Talks and presentations

A Fisher’s Exact Test Interpretation of the TF-IDF Term-weighting Scheme

November 28, 2024

Talk, Dalhousie University, Halifax, Canada

Term frequency–inverse document frequency, or TF–IDF for short, is arguably the most celebrated mathematical expression in the history of information retrieval. Conceived as a simple heuristic quantifying the extent to which a given term’s occurrences are concentrated in any one given document out of many, TF–IDF and its many variants are routinely used as term-weighting schemes in diverse text analysis applications. There is a growing body of scholarship dedicated to placing TF–IDF on a sound theoretical foundation. In this talk, I build on that tradition by motivating TF–IDF to the statistics community by deriving the famed expression from a significance testing perspective. I will sketch out how TF–IDF is, under some admittedly restrictive conditions, asymptotically equal to the negative logarithm of a one-tailed Fisher’s exact (significance) test p-value. The Fisher’s exact test interpretation of TF–IDF equips the working statistician with a justification for TF–IDF’s use together with a ready explanation of its long-established effectiveness.

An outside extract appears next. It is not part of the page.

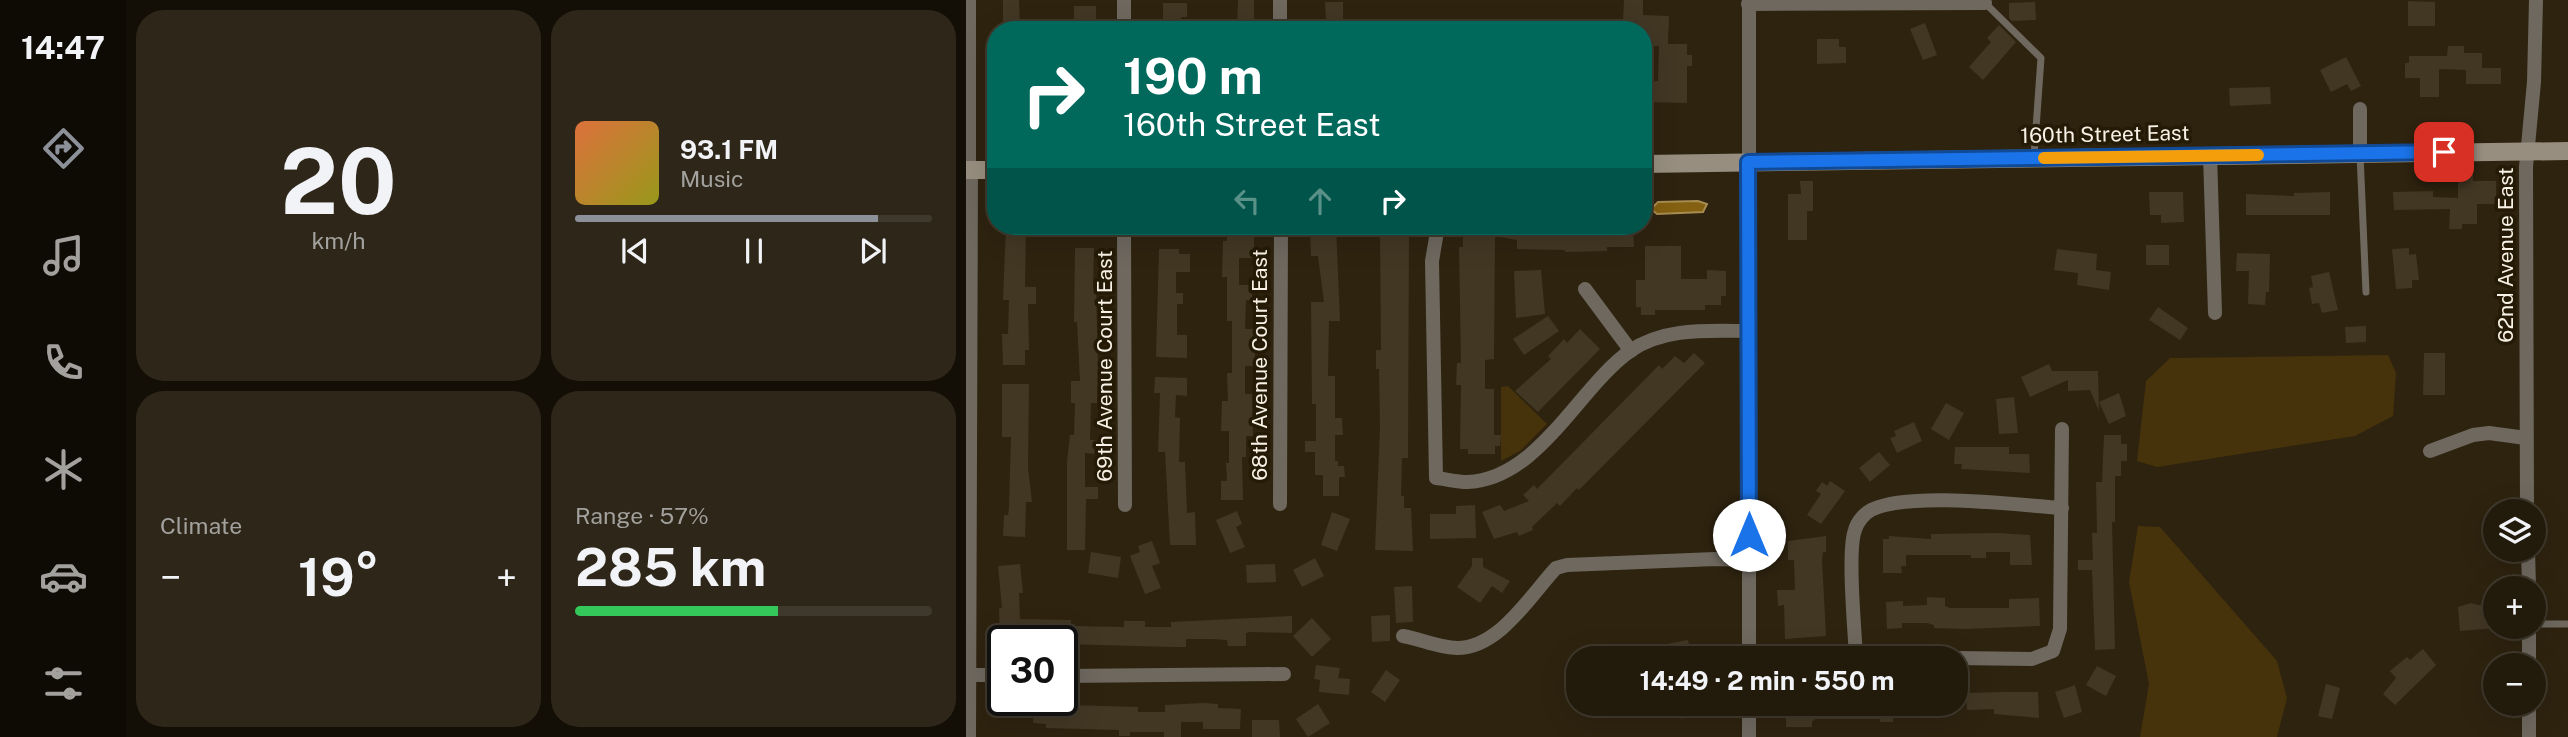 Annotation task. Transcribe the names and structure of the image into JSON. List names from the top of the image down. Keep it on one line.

Presentation slides are available here.

The Literary Theme Ontology for Media Annotation and Information Retrieval

September 24, 2019

Talk, The Medical University of Graz, Graz, Austria

Abstract: Literary theme identification and interpretation is a focal point of literary studies scholarship. Classical forms of literary scholarship, such as close reading, have flourished with scarcely any need for commonly defined literary themes. However, the rise in popularity of collaborative and algorithmic analyses of literary themes in works of fiction, together with a requirement for computational searching and indexing facilities for large corpora, creates the need for a collection of shared literary themes to ensure common terminology and definitions. To address this need, we here introduce a first draft of the Literary Theme Ontology. Inspired by a traditional framing from literary theory, the ontology comprises literary themes drawn from the authors own analyses, reference books, and online sources.